# COVID-19 Global Data Tracker

This project tracks global COVID-19 trends such as cases, deaths, and vaccinations across countries and over time. We will clean and analyze real-world data using Python tools, generate visualizations, and extract insights for presentation.

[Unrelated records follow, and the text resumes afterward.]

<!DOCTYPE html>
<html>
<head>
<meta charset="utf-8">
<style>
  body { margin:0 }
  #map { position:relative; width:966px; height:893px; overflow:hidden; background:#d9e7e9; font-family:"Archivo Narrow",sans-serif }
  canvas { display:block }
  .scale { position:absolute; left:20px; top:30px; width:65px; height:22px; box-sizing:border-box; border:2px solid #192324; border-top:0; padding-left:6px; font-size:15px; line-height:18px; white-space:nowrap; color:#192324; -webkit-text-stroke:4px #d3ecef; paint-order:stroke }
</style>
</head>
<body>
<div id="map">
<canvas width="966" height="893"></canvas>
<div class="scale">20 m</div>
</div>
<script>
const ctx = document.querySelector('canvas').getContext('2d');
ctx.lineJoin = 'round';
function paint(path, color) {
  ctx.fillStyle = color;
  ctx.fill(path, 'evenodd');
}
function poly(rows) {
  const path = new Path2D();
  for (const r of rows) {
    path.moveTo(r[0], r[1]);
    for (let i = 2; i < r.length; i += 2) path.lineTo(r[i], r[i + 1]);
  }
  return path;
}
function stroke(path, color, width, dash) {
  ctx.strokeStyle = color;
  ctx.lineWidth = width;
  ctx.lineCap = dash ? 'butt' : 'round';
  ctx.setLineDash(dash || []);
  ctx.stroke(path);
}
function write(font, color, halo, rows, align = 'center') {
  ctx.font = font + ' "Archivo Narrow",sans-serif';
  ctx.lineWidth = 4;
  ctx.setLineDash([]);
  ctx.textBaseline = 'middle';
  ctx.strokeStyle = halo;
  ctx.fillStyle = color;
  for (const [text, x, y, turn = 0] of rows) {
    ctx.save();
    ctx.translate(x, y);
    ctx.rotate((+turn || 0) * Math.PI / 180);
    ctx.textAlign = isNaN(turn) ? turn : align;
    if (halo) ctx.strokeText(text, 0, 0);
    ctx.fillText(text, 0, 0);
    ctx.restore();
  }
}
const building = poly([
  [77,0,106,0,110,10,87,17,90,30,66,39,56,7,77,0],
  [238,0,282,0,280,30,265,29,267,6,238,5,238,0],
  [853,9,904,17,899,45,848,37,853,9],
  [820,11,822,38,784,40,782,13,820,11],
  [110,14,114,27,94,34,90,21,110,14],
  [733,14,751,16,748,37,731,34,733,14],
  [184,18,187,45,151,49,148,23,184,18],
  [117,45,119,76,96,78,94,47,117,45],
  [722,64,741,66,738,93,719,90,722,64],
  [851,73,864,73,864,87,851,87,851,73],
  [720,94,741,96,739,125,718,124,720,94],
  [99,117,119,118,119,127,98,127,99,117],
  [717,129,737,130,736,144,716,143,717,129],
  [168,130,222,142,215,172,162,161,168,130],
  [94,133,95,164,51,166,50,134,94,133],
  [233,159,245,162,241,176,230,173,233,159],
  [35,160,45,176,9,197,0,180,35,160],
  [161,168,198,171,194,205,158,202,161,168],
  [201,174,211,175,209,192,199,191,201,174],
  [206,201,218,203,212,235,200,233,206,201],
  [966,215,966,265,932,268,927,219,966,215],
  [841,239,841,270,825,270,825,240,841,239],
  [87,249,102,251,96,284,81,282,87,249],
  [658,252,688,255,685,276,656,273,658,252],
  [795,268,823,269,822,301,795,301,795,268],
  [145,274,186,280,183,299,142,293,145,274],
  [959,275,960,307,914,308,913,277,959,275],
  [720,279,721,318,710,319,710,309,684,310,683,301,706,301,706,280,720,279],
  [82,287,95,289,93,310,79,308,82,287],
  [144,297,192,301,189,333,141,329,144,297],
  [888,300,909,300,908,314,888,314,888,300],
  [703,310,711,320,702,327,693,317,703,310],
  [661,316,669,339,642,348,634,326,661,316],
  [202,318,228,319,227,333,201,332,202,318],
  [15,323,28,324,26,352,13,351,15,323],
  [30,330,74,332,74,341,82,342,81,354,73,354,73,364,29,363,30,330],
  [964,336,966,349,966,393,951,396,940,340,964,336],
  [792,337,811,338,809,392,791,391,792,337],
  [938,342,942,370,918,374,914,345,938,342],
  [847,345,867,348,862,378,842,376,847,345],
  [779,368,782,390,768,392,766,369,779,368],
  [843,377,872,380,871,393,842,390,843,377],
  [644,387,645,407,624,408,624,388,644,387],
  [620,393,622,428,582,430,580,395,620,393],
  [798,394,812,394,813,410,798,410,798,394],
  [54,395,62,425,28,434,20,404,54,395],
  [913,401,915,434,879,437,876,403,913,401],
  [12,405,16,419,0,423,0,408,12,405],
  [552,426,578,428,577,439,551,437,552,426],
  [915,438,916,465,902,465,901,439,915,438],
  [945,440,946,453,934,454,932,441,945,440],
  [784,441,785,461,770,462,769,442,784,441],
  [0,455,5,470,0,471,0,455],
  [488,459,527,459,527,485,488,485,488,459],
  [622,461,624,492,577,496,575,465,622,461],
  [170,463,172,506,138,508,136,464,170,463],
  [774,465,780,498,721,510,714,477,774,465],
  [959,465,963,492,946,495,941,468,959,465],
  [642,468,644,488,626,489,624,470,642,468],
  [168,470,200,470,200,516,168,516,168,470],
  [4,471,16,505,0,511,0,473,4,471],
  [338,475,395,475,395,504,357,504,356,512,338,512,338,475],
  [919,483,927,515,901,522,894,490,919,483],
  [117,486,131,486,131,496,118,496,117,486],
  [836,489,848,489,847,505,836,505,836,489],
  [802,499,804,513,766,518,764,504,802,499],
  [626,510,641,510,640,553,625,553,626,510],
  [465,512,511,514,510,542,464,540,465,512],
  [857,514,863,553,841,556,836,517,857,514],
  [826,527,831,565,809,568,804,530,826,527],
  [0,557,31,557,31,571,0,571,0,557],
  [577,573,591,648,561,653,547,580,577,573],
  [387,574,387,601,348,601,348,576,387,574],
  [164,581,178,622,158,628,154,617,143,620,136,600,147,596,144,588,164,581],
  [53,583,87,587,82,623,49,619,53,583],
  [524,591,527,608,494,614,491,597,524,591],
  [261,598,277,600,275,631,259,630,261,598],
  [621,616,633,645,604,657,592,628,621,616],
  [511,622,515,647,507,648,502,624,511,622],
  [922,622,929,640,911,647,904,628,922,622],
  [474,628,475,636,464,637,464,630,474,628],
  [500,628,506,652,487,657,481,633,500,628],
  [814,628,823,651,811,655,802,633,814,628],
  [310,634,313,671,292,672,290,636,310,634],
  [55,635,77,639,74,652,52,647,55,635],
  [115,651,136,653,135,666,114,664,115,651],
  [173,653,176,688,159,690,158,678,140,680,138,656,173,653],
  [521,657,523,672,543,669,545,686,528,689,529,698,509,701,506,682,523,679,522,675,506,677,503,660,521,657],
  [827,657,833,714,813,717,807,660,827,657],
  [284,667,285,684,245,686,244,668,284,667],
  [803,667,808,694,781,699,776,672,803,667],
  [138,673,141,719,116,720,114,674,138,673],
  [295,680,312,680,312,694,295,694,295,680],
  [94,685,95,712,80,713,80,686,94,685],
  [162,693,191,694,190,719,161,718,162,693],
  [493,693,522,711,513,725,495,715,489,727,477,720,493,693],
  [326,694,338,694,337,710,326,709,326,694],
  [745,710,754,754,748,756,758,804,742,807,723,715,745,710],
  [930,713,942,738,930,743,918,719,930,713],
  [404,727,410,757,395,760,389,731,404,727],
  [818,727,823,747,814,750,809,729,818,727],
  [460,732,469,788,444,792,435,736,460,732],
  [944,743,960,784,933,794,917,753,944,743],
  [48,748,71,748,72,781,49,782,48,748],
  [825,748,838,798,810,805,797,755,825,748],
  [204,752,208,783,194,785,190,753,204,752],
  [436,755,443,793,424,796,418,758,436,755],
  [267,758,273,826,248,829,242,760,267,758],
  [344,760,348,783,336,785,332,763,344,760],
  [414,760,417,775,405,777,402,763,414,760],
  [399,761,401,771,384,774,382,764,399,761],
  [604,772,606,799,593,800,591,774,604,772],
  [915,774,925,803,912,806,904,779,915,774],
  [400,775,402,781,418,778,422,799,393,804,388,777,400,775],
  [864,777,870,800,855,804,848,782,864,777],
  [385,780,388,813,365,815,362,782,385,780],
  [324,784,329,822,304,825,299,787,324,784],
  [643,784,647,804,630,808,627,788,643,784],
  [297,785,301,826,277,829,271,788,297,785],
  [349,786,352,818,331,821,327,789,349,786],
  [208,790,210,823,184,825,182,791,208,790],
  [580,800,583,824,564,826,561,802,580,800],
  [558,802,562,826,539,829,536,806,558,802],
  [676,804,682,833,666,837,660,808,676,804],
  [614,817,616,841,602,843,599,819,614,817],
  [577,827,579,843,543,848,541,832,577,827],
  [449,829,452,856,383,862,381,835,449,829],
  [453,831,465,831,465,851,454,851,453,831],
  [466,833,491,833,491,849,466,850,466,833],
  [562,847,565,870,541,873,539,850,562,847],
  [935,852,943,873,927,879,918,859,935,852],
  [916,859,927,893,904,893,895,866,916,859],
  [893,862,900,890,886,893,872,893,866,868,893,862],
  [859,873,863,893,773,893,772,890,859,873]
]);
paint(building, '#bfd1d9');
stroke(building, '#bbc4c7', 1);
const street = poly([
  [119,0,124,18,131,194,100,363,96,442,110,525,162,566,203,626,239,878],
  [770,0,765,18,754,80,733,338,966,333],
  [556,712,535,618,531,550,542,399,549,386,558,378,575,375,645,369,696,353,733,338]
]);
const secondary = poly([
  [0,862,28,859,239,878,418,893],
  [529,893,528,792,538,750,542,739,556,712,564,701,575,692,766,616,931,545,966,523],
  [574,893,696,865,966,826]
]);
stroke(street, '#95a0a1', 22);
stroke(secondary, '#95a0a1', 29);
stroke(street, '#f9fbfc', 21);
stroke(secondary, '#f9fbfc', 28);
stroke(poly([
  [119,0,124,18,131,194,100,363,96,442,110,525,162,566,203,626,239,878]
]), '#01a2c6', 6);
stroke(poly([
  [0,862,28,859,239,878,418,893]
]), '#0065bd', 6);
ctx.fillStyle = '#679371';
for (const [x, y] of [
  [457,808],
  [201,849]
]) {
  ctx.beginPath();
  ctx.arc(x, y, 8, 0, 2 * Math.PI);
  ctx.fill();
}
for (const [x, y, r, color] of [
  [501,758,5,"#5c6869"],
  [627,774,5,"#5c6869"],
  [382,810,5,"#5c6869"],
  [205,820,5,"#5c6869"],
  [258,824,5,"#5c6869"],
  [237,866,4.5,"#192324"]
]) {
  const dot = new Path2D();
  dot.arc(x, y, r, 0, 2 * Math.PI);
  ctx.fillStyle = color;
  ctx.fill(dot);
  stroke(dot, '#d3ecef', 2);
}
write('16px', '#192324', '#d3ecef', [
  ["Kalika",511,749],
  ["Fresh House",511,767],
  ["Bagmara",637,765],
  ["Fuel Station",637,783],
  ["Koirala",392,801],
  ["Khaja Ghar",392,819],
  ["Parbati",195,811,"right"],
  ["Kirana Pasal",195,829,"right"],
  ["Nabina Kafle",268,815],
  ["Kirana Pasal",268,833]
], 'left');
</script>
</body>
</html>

**Case Study Countries**: Kenya, USA, India  
**Data Source**: Our World in Data (owid-covid-data.csv)

In [None]:
import pandas as pd
import matplotlib.pyplot as plt
import seaborn as sns

# Set plot style
sns.set(style='whitegrid')

In [None]:
# Load data
df = pd.read_csv("owid-covid-data.csv")

# Preview
df.head()

In [None]:
# Column overview
df.columns

In [None]:
# Check missing values
df.isnull().sum()

In [None]:
# Filter countries of interest
countries = ['Kenya', 'United States', 'India']
df = df[df['location'].isin(countries)]

# Convert date to datetime
df['date'] = pd.to_datetime(df['date'])

# Drop rows with missing critical values
df = df.dropna(subset=['date', 'total_cases'])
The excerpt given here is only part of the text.